Mariem Megalla is a 24-year veteran forensic technician with the New York Police Department. She was suspended from her job last year when she was caught falsifying drug test results at the NYPD's crime lab in Jamaica, Queens. Because of this, thousands of court cases were thrown into question, prompting Police Commissioner Raymond Kelly to call a meeting with representatives of the five district attorneys at the office of NYC's special narcotics prosecutor Bridget Brennan.
Given the length of her tenure at the NYPD, it was reported that potentially hundreds, if not thousands, of cases would have to be reviewed. In one example, Megalla was accused of labeling a crack pipe positive for cocaine when it actually tested negative because she didn't want to walk to another building to fill out the required paperwork. Megalla's slacking on the job led to a probe by the both the NYPD and the Queens District Attorney's Office.
One year later, a lot of questions remain unanswered about this case. It's not even clear whether Mariem Megalla is back on the job or not. I contacted the NYPD's Public Affairs Office and was told to email my questions to them. No response. I contacted the Queens District Attorney's office and spoke to Helen Peterson who declined to talk about their investigation of the case. I then talked to several reporters who had covered the story and most everyone seemed like they were in the dark about current news of it. Although one reporter told me that he thought Megalla is back on duty full-time.
The public has a right to know the outcome of this investigation. There's a possibility that thousands of people's lives were adversely affected by Megalla's actions, and the absence of any real information after an entire year is suspicious, at best. Especially when you consider the very different outcome of a similar case in nearby Nassau:
Recently, it was pointed out that 3,000 convictions were in question due to possible tainted evidence in the Nassau County crime lab. After a flurry of press coverage, District Attorney Kathleen Rice responded to the discovery in the same way the NYPD did in the Magella case -- by making a public announcement of a meeting with top-level officials to deal with the issue. But that's where the similarity stops. In the Nassau County crime lab case, Governor Andrew Cuomo quickly intervened and appointed State Inspector General Ellen Biben to lead an investigation, which led to the lab's demise. In turn, Rice was compelled to send letters to hundreds of potential defendants which eventually led to many filing motions to overturn their convictions.

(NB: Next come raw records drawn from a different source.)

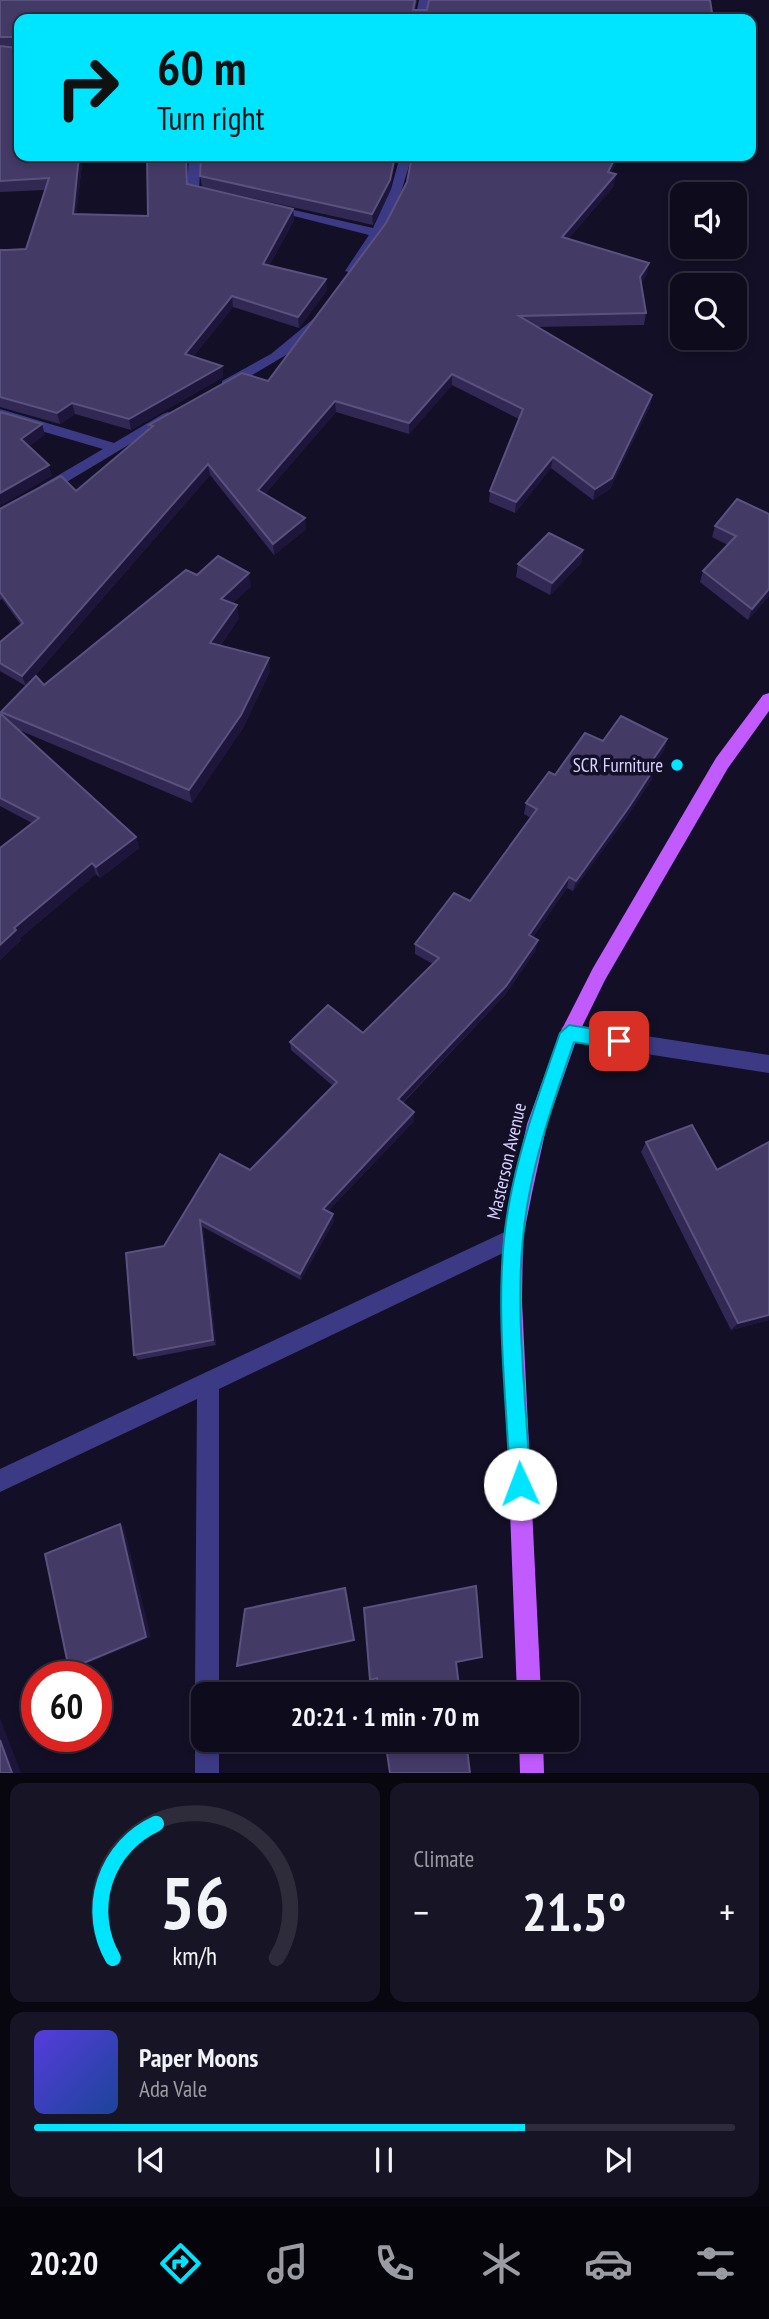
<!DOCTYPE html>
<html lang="en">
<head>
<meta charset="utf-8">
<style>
	:root { --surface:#0e0b1c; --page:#171425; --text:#f1f3f6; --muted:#9b9ba3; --line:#2e2b3b; --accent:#00e5ff }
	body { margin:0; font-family:"PT Sans Narrow",sans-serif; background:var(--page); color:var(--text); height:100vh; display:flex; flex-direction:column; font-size:26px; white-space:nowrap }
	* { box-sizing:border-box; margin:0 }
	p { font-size:23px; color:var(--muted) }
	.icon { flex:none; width:38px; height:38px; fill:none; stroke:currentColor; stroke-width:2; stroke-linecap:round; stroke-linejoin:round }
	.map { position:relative; height:1773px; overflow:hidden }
	.sheet { display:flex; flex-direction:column; gap:10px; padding:10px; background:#08060f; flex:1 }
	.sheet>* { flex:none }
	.guide { position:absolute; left:14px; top:14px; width:742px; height:147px; border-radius:14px; box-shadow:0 4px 10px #0003,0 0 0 2px var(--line); background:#00e5ff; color:#111; overflow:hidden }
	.controls { position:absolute; left:670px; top:182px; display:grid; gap:14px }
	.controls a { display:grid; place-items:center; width:77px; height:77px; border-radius:14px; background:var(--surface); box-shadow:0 4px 10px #0003,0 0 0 2px var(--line); font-size:35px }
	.speed { position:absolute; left:21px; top:1661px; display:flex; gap:14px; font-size:35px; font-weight:700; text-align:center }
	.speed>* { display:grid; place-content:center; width:91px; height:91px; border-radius:50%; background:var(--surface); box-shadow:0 4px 10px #0003,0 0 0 2px var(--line); line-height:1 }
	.speed .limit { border:10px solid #d22; background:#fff; color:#111 }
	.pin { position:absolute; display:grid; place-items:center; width:60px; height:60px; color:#fff; margin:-30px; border-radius:14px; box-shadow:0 4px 10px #0006 }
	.me { position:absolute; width:77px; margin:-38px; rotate:358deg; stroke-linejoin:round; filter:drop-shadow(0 0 5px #0008) }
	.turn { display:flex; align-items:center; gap:24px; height:147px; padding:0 28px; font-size:32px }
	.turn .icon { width:91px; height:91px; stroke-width:2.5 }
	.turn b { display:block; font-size:49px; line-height:60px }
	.big { font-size:52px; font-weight:700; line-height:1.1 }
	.sheet .widget { flex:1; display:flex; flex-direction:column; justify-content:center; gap:10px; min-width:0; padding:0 24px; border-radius:14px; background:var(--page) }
	.sheet .dial { align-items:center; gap:0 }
	.dial svg { height:182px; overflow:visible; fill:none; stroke:var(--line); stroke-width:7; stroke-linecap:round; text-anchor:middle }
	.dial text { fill:var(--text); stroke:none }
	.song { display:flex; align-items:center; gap:21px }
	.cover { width:84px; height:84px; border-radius:10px; background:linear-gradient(135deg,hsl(250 70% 55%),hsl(220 70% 35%)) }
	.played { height:7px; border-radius:4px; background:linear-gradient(90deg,var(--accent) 70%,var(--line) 70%) }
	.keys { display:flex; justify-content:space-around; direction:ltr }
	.heat { display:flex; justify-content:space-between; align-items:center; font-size:38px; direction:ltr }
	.sheet .tiles { flex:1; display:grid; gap:10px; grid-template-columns:1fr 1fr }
	.widget:last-child { grid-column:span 2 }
	.trip { position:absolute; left:191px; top:1682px; width:388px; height:70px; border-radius:14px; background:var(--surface); box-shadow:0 4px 10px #0003,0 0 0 2px var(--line); font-weight:700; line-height:70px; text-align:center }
	.dock { display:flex; height:112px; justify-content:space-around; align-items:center; background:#06040b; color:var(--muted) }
	.dock .icon { width:49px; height:49px }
	.dock .current { color:var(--accent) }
	.dock b { font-size:32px; color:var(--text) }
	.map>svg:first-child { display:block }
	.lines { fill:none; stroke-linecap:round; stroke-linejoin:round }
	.lane { fill:#3d3a85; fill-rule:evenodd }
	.street { fill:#3d3a85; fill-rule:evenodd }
	.primary { fill:#c25bff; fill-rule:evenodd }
	.wall { fill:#312854 }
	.shaded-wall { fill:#1d163a }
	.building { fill:#433a66; stroke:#5a527e; stroke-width:2 }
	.route { fill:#00e5ff; stroke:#0095a6; stroke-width:2 }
	.poi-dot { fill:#00e5ff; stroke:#130f26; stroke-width:2.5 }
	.labels { text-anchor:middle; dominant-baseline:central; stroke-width:7; stroke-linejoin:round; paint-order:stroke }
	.poi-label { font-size:19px; fill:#d9d4ff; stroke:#130f26; text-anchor:end }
	.street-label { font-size:19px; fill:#d9d4ff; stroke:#130f26 }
</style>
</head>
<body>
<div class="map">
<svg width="769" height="1773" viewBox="0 0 769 1773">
	<rect width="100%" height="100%" fill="#130f26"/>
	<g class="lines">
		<path class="lane" d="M569,1024L769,1055V1073L569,1042L562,1039L560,1033L562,1027Z"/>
		<g class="street">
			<path d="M419,0H429L425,19H415Z"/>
			<path d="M189,156H201L199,189L214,192V198L187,191Z"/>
			<path d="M400,156H412L402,189L384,233L355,274L345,271L369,235L266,209L272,205L373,228L391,189Z"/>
			<path d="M317,316L322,317V323L291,352L232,387H222V381L271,354Z"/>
			<path d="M0,409L114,443L163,414L168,412L175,417L45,495L40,494V486L103,449L0,419Z"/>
			<path d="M513,1228L520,1231L523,1238L520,1245L219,1389V1694H203V1704L198,1703L195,1694L197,1399L0,1492V1469Z"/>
			<path d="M203,1729V1740H219V1773H195V1740L198,1731Z"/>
		</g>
		<g class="primary">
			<path d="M769,693V711L728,768L605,980L578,1035L547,1124L532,1193L523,1238L522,1301L541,1694H517L502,1301L503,1238L512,1193L527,1124L560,1033L593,968L716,758L763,695Z"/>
			<path d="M519,1740H543L544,1773H520Z"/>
		</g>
	</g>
	<g class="wall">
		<path d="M0,0H417L415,10L19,19L83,156L76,214L148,216L147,156H187L188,185L293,209L294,220L269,266L327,290L299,328L233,307L193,357L222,366L223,377L131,430L75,414L60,424L0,407V250H7L26,249L45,190L0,192Z"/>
		<path d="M412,156H620L611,173L614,186L568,239L647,274L641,284L646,313L644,325L537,327L652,395L650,406L610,489L593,500L551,468L515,513L489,502L490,491L519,419L452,385L409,434L336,412L265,494L306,529L274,555L210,475L26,686L0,671V642L21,625L2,599L0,600V509L76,491L150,429L149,425L268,381L386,223L407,182Z"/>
		<path d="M200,176L390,191L373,225L202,187Z"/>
		<path d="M769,514V596L748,620L700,582L703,571L728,545L712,537L715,526Z"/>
		<path d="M583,550L581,563L550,595L516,577L518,564Z"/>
		<path d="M197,575L251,586L233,603L239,618L220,646L270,671L243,728L192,803L19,730L136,837L139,848L100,878L96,874L20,938L21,940L0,960L32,823L0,806V715L3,716L1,712L44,685Z"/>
		<path d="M667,739L664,750L653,766L652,779L626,818L573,891L567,888L533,937L536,950L505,995L403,1103L414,1112V1121L328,1211L334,1221L301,1280L203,1227L216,1345L138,1360L134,1355L164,1246L250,1170L333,1086L291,1050L290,1042L363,1033L433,964L415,954V944L470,901L531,818L524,814L526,803L555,775L603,741Z"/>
		<path d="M646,1142L717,1170L769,1142V1320L731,1330L641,1152Z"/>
	</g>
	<g class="shaded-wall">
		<path d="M79,156H83L75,225L73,214Z"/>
		<path d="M186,156H187L188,196L187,184Z"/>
		<path d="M395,156H397L390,191L373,225L372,214Z"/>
		<path d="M616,156H620L606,183L608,172Z"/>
		<path d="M616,174L614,186L560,249L562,237Z"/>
		<path d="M293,209L294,220L264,275L263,264Z"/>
		<path d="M649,263L647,274L638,289L640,277Z"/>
		<path d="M326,279L327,290L299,328L298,317Z"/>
		<path d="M232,296L233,307L187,365L185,354Z"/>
		<path d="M222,366L223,377L131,430L129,419Z"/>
		<path d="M452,374V385L409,434V423Z"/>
		<path d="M652,395L650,406L610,489L593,500L595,489Z"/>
		<path d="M335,401L336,412L260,500L258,490Z"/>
		<path d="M72,403L75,414L60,424L57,413Z"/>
		<path d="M42,424L45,435L24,450L21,439Z"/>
		<path d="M553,457L551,468L515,513L516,502Z"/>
		<path d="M208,464L210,475L26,686L22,676Z"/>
		<path d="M49,465L52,476L0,506V493Z"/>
		<path d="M305,518L306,529L274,555L273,544Z"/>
		<path d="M583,550L581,563L550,595L552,583Z"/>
		<path d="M249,573L251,586L223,613L221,599Z"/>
		<path d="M769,589V596L748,620L752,609Z"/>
		<path d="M237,605L239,618L212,657L210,643Z"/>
		<path d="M269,658L270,671L243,728L192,803L189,790Z"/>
		<path d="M667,739L664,750L646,776L650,764Z"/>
		<path d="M655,767L652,779L626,818L573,891L576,881Z"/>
		<path d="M136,837L139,848L100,878L96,867Z"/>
		<path d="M92,863L96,874L20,938L21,940L0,960V945L14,928Z"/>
		<path d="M569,877L567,888L527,945L529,935Z"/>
		<path d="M538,940L536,950L505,995L398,1107V1099Z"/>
		<path d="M414,1112V1121L324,1215L323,1209Z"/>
		<path d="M333,1214L334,1221L301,1280L300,1274Z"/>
		<path d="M200,1220L203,1227L216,1345L213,1340Z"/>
		<path d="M769,1315V1320L731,1330L738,1323Z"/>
		<path d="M120,1524L124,1527L151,1637L75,1669H69Z"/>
		<path d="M0,1718L21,1773H12L0,1740Z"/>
	</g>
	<g class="building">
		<path d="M0,0H415L413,10H427L429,0H710L713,19H19V156H79L73,214L148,216L147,156H186L187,184L293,209L263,264L326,279L298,317L232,296L185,354L222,366L129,419L72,403L57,413L0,397V250H7L26,249L49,178L0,181V46L17,48L18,37H0Z"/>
		<path d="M201,156H395L390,180L372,214L200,176Z"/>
		<path d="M412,156H616L608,172L616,174L562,237L649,263L640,277L646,313L519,316L652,395L612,478L595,489L553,457L516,502L490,491L523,409L452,374L409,423L335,401L258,490L305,518L273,544L208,464L22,676L0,663V642L23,623L0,592V509L61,476L76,491L153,426L149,425L242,373L268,381L386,223L407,182Z"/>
		<path d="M0,412L42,424L21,439L49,465L0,493Z"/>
		<path d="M737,499L769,514V589L752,609L703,571L736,536L715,526Z"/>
		<path d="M549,533L583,550L552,583L518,564Z"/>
		<path d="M218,556L249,573L221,599L237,605L210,643L269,658L241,715L189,790L1,712L36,676L44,685L186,570L197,575Z"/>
		<path d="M1,714L136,837L96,867L92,863L14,928L16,930L0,945V848L39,818L0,798V715Z"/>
		<path d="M621,716L667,739L650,764L655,767L629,807L576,881L569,877L529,935L538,940L506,986L398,1099L414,1112L323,1209L333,1214L300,1274L200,1220L213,1340L134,1355L126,1253L164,1246L220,1154L250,1170L337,1082L290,1042L328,1005L363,1033L439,958L415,944L454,893L470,901L537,809L526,803L549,772L555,775L585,733L603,741Z"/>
		<path d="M692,1125L717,1170L769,1142V1315L738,1323L646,1142Z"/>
		<path d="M120,1524L146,1637L69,1669L45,1554Z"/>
		<path d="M476,1586L482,1657L456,1662L460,1694H379L377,1678L370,1680L364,1608Z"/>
		<path d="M345,1588L354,1640L237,1666L245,1609Z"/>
		<path d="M0,1740L12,1773H0Z"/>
		<path d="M385,1740H466L470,1773H390Z"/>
	</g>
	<path class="route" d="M569,1025L619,1033L628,1041L619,1049L574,1042C552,1105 529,1171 523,1238C515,1313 527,1407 530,1484L527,1491L520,1494L513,1491L510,1484C507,1404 496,1319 504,1239C511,1168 537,1099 560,1033Z"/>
	<circle class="poi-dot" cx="677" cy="765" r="7"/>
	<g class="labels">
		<g class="poi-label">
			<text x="663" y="765">SCR Furniture</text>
		</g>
		<g class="street-label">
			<text transform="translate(506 1161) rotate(-77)">Masterson Avenue</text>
		</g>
	</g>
</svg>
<div class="controls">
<a><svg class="icon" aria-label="sound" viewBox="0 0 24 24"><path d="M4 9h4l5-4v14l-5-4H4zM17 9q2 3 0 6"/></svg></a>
<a><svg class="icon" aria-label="search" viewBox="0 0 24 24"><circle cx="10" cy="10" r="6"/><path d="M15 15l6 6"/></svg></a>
</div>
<div class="speed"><div class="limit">60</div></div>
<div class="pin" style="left:619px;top:1041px;background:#d93025"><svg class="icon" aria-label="arrive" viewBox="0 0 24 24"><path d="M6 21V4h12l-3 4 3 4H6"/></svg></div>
<svg class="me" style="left:520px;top:1484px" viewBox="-20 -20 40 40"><circle r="19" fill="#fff"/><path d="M0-13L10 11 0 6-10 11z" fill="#00e5ff"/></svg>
<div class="trip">20:21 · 1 min · 70 m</div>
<div class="guide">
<div class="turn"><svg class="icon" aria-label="right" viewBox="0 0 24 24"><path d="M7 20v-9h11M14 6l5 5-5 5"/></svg><div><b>60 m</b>Turn right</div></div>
</div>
</div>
<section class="sheet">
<div class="tiles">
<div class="widget dial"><svg viewBox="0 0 100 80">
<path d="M14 69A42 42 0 1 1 86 69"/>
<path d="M14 69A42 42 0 0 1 33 10" stroke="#00e5ff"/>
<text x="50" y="56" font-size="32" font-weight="700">56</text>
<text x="50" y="72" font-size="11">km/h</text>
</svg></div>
<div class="widget"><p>Climate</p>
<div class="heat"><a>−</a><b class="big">21.5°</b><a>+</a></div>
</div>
<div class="widget">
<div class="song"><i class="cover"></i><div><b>Paper Moons</b><p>Ada Vale</p></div></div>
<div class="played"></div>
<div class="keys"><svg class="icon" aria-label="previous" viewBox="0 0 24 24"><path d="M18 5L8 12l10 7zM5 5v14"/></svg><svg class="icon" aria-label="pause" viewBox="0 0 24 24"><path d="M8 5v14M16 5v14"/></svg><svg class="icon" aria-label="next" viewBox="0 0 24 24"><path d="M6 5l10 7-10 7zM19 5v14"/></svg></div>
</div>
</div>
</section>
<nav class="dock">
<b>20:20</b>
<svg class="icon current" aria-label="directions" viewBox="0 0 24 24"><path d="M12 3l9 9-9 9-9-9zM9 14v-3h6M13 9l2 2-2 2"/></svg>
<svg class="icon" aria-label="music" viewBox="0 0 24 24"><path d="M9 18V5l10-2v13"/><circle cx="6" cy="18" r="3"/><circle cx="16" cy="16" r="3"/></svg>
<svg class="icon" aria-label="phone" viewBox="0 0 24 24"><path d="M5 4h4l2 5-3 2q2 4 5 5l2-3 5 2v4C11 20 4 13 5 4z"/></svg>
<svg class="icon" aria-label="climate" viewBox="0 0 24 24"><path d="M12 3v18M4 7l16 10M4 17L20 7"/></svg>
<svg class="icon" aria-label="car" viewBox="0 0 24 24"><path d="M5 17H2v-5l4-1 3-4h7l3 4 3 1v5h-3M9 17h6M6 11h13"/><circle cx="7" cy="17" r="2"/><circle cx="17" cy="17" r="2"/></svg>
<svg class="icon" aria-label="filters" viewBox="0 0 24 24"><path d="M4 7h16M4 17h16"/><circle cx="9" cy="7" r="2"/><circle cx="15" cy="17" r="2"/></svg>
</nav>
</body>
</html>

But in the Megalla case it seems to be totally the opposite. Recently, I was contacted by Diana Collins, whose son is in NY state prison serving an eight-year sentence for possession of less than one gram of crack. D' Juan Collins was sentenced in 2008 and has been fighting his conviction ever since. He claims to be wrongfully convicted, and has been denied exculpatory evidence by the NYPD that would show Megalla's mishandling of the drugs used to convict him. But far worse for him than his sentence is the fact that he is now in jeopardy of losing parental rights to his four-year-old son Isaiah, who is currently in foster care. My question is how many D' Juan Collinses have been denied evidence that could be used to challenge their convictions?
The NYPD needs to alert the public to the outcome of the Mariem Megalla case and assure that justice has been served.